The black, clunky ankle bracelet's rise to fame is the sort craved by upstart clothing designers: Former "Lost" star Michelle Rodriguez sported one at New York's Fashion Week in February; rapper-actress Eve started wearing one at the end of June; Tracy Morgan of "30 Rock" wore one in early June while hosting the Guy's Choice Awards for Spike TV. The ankle bracelet has reached the apex of tabloid-celebrity fashion since Lohan -- whose face watches ubiquitously over so many grocery store checkout lanes that future anthropologists will speculate that her freckled visage was a protective icon to remove ill spirits from our food -- wore one Saturday while clubbing with her friends at Pure in Las Vegas.

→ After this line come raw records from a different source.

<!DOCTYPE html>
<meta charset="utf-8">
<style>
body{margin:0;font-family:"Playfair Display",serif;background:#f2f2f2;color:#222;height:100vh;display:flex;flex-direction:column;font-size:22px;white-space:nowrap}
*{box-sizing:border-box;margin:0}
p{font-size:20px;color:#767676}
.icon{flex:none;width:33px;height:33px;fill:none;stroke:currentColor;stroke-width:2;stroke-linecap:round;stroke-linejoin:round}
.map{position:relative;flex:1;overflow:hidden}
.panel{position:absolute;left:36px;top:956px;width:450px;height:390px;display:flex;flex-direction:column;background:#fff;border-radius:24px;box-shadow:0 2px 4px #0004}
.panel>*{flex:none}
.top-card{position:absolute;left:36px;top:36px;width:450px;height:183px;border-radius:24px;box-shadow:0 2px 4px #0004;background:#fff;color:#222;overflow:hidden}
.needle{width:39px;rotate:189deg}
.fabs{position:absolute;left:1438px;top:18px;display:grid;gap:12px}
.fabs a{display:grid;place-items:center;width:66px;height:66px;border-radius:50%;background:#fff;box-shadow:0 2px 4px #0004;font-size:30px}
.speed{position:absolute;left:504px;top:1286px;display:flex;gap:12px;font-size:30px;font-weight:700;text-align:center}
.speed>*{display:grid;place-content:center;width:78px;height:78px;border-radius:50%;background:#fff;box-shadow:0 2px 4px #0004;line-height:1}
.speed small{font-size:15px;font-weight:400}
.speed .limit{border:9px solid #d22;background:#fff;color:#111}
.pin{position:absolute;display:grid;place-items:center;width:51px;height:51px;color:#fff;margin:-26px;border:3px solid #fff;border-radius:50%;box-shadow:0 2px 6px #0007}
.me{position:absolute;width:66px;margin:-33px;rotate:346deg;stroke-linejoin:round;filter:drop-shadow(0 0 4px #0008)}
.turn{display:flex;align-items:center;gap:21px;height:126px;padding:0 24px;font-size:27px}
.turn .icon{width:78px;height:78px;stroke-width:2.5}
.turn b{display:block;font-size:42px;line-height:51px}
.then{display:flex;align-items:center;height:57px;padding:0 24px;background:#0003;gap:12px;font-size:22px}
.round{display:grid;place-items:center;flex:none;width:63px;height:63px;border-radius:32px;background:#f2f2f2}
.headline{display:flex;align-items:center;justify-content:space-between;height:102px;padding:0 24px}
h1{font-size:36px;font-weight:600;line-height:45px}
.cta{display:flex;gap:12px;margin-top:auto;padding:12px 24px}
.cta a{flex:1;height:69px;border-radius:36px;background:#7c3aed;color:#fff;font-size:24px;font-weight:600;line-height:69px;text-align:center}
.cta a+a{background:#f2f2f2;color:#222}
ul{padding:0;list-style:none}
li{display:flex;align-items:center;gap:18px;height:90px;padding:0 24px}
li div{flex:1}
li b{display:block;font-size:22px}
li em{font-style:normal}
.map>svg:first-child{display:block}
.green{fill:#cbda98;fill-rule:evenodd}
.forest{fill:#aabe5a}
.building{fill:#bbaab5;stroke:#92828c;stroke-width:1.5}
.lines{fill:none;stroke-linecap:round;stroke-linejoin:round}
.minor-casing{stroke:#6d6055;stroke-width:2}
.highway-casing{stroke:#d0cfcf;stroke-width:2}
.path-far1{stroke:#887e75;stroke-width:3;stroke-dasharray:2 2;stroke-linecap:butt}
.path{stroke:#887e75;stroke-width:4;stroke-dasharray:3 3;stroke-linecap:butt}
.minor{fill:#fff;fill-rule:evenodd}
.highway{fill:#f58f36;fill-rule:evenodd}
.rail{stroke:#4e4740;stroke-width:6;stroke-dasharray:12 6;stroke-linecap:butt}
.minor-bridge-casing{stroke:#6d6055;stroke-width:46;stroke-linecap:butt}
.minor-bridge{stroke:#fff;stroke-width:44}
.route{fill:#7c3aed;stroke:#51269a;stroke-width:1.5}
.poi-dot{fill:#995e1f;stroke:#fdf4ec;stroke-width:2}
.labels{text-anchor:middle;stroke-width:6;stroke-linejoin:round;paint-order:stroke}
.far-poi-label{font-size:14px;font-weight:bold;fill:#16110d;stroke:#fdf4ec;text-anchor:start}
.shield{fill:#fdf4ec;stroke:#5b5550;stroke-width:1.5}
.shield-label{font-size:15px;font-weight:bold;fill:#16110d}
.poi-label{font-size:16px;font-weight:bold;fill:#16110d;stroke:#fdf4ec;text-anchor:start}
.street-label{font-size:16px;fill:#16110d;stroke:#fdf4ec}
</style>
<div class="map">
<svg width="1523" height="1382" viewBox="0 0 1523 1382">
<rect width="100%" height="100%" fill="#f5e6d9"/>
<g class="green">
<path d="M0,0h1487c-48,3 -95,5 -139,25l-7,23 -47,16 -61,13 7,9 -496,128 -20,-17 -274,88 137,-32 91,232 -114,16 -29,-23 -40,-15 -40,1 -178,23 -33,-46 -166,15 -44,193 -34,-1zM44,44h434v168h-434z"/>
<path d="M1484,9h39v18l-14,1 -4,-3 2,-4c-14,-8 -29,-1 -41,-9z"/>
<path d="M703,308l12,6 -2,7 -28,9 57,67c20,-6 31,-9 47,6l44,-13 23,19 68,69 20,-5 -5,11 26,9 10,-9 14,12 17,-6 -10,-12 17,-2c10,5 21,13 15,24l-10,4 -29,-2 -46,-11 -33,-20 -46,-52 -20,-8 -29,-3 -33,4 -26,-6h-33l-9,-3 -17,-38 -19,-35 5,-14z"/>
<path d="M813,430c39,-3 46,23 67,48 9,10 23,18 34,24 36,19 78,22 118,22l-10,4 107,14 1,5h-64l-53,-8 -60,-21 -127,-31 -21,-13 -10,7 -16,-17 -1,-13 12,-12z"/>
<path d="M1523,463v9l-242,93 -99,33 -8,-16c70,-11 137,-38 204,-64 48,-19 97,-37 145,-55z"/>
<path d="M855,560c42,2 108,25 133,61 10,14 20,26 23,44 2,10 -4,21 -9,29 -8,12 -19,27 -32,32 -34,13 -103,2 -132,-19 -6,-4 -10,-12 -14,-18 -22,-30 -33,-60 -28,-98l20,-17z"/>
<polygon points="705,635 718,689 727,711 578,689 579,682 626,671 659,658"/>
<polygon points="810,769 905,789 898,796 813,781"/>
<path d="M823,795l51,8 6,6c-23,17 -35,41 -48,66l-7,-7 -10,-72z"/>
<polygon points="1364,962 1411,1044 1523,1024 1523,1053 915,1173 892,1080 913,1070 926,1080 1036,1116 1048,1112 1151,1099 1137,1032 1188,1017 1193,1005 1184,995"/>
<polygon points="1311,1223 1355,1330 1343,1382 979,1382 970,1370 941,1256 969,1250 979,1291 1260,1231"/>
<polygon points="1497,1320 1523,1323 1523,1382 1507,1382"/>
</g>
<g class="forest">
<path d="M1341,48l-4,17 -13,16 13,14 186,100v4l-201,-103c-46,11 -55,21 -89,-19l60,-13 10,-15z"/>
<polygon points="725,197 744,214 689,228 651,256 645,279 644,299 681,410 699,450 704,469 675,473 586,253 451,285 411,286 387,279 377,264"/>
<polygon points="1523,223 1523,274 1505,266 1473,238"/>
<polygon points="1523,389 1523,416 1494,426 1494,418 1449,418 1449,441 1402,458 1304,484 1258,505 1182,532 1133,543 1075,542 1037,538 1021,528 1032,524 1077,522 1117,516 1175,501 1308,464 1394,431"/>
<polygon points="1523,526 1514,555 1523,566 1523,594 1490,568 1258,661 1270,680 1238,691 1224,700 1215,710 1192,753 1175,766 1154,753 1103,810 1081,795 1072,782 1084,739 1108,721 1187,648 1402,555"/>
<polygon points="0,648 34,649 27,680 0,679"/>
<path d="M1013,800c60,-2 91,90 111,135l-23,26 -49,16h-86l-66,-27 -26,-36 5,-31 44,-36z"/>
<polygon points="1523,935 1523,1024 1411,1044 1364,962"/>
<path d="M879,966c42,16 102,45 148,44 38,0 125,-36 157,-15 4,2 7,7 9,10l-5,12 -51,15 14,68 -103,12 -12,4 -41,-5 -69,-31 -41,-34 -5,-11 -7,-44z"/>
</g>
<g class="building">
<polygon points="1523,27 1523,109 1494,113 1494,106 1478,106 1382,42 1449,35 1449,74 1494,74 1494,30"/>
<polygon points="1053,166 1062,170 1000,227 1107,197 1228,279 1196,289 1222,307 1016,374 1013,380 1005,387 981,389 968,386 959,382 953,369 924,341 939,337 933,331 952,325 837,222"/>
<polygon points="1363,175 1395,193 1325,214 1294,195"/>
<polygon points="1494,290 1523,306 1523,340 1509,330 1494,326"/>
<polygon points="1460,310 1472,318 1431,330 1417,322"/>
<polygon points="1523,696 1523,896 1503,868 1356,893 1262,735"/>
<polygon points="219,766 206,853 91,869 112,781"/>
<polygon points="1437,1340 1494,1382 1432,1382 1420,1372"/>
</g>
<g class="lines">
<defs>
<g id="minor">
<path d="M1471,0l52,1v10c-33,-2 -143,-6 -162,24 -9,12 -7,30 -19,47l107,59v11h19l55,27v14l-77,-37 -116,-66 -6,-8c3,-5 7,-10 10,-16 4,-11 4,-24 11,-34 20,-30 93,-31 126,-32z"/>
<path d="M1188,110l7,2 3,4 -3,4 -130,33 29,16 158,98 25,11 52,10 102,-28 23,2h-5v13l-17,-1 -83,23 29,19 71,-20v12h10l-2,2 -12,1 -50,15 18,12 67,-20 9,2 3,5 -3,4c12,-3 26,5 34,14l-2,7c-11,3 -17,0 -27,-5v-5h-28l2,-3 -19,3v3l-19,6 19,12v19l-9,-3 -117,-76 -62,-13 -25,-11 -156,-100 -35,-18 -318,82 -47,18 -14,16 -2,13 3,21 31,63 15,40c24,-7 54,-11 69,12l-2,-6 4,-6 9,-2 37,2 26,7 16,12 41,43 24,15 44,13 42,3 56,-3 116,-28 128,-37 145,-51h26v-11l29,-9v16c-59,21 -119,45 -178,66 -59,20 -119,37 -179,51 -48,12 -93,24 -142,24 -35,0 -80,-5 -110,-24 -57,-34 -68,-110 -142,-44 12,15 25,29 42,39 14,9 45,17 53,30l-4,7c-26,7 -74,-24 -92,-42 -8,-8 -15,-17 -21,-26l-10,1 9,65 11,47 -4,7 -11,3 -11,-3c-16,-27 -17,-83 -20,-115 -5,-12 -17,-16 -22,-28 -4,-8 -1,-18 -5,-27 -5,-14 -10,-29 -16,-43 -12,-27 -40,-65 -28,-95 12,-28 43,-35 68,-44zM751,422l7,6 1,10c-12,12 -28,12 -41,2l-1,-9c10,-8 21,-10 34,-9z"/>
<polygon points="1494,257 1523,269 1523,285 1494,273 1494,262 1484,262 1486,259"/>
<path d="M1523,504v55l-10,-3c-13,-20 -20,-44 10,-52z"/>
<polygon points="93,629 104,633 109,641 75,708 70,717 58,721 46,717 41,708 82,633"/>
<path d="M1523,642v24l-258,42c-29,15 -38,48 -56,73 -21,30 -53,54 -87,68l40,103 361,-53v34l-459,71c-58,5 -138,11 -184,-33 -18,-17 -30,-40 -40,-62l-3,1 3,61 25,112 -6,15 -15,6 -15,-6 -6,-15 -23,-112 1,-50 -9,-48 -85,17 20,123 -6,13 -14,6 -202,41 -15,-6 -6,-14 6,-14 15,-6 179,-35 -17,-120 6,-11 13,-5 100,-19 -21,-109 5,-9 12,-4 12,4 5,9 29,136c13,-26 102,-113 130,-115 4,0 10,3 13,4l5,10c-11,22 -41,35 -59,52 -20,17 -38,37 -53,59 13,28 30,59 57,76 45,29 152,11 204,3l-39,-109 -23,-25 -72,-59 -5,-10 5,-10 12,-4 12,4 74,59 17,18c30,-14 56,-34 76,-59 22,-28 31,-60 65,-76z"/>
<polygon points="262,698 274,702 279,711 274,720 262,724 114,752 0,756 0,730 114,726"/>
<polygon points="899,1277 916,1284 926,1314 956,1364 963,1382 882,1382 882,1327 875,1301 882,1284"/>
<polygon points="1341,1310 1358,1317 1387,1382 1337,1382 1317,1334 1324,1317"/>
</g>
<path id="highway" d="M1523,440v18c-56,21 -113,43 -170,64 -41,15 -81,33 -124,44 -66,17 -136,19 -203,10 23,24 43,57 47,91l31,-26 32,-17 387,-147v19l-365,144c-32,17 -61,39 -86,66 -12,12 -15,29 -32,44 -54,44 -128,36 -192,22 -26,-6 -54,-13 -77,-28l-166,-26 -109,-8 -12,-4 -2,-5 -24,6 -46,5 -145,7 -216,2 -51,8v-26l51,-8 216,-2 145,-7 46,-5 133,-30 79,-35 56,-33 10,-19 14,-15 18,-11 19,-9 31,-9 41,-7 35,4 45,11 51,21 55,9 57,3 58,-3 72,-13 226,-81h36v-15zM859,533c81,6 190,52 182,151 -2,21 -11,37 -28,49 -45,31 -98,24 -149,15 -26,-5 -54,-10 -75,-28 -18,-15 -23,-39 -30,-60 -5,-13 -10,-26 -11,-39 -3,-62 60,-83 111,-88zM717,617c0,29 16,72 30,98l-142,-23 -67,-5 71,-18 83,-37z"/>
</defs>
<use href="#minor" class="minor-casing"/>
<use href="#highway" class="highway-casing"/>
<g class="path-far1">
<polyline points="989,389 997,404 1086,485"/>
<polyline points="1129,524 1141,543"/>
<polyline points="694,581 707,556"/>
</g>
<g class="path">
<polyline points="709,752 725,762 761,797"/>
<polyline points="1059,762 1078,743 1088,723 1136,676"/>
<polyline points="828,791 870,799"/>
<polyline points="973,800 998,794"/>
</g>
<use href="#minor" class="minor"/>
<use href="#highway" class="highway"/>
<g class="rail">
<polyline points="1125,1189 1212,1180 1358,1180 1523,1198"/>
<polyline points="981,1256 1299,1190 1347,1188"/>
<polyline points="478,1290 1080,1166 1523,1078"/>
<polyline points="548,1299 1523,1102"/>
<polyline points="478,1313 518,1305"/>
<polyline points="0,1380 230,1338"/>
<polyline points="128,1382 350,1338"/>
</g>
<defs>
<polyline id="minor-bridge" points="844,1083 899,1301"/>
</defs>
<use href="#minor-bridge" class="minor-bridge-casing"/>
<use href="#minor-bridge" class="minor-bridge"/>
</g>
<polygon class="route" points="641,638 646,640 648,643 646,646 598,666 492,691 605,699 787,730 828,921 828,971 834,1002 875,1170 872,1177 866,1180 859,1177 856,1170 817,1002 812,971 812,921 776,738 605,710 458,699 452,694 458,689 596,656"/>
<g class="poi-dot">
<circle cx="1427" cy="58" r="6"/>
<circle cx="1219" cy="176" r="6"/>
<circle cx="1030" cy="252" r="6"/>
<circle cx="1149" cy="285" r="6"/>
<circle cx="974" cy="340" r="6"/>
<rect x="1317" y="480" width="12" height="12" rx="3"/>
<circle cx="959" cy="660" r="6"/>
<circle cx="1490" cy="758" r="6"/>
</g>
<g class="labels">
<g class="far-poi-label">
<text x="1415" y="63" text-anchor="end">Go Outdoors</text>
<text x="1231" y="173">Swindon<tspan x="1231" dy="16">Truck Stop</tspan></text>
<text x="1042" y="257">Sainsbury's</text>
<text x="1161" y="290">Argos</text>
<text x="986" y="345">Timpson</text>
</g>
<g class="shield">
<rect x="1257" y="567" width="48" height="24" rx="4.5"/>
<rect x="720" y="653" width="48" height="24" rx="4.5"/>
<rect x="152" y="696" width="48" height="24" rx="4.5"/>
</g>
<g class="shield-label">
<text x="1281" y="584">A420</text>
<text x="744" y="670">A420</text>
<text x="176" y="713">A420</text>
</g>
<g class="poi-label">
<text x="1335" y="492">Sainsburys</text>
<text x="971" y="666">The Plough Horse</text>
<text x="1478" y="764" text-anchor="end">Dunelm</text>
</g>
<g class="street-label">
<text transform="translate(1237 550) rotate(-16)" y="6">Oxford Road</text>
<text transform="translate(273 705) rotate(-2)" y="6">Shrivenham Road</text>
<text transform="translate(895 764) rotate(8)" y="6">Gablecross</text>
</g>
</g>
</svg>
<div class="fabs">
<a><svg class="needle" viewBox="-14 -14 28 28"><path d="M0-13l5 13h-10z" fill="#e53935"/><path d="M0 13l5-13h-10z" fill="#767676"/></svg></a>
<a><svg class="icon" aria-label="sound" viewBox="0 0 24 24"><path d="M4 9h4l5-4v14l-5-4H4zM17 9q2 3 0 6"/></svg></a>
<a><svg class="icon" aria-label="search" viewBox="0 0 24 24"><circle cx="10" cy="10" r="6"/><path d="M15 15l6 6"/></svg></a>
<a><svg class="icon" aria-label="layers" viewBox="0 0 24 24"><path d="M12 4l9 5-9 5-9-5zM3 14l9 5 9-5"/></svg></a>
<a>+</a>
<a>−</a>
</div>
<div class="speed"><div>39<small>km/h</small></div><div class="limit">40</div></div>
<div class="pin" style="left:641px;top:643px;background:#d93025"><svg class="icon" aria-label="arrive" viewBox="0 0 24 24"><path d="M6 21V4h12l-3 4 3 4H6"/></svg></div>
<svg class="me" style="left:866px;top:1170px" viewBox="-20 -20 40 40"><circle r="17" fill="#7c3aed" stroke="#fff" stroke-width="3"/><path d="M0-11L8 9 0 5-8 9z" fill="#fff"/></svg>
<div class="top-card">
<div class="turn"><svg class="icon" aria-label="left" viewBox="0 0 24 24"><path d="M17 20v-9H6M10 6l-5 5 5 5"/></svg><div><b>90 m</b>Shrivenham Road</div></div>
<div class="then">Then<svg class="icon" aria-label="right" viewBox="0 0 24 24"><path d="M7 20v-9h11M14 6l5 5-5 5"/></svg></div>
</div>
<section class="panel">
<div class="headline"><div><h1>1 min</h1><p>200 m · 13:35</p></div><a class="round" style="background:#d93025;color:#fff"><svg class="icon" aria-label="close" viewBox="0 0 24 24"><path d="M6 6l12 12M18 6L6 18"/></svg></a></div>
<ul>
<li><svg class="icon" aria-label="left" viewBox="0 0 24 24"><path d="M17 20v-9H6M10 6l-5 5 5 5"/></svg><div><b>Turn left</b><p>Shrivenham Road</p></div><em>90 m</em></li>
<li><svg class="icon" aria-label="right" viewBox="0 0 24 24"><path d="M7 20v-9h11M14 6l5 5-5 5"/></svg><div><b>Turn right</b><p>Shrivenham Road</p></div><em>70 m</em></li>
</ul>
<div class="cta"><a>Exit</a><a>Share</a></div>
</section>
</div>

The anklet (or, as a blog at tech publication Cnet.com proposed, The Dranklet-- "Hey, girl, wanna get your drank on?" "Sorry, I got my dranklet on") is typically court-ordered, just like its more familiar cousin, the house arrest bracelet. The SCRAM ankle bracelets, which cannot be removed by the wearer, reads the ethanol content of ankle sweat every hour. Once a day, the anklet wearer must be near the SCRAM modem, which reports the data to SCRAMNet, where law enforcement can easily see if court-ordered teetotalers are behaving.
At least one of those SCRAM-sporters is less than enthused about the device. Rodriguez, who was assigned an ankle bracelet after drunk-driving incidents in California and Hawaii, posted this on her Web site :"I go to get this thing put on and I realize this thing is like a freaking VCR, and why do they care If I drink, what am I gonna do, drink and walk over someone, I have no license. . . . One things for sure I'll take FBI approved truth serum over a VCR Dog Tag any day of the week." She also wrote "1984" and "Orwell" across the ankle bracelet, which certainly set her apart from the crowd at the Marc Jacobs show.
The price tag is certainly cheaper than your average Jacobs frock. Most of the 43 states that have SCRAM programs require the offender to pay a $50-to-$100 installation fee and a $10-to-$12 daily monitoring fee. Virginia and the District have not adopted the ankle bracelets, but according to Brown, more than 100 of them are in use across Maryland with programs in Anne Arundel, Frederick, Prince George's and St. Mary's counties.
"From our side of things, alcohol has always been the difficult one to test for because it leaves the system so quickly," says Pete Cucinotta, the St. Mary's County Juvenile Drug Court Program coordinator. The court started using the ankle bracelets earlier this year. "Other drugs you can do urine tests where you can pick up drugs for several hours or several days after use. But with alcohol, 60 minutes later, it's out of their system."
Cucinotta says the ankle bracelets have been effective at monitoring and curbing drinking among juveniles in his program. "A couple of them have said, 'That's really what kept me from drinking.' "
While some of those ordered to wear the anklets may not welcome the forced fashion statement whenever they wear skirts or shorts, their proponents point to the annual deaths caused by excessive alcohol use: 75,000 in 2001, according to a Centers for Disease Control and Prevention study.
In some circles, it's not a coup to have Lindsay Lohan traipsing around town in your product.
"Everybody says that there is no bad PR. But the thing that makes us uncomfortable with that publicity is we want people to know that this is really serious stuff," said spokeswoman Brown. "SCRAM is a really difficult thing to be on if you have a drinking problem. These are serious issues: DUI, domestic violence. We hope the high-profile stuff doesn't trivialize that."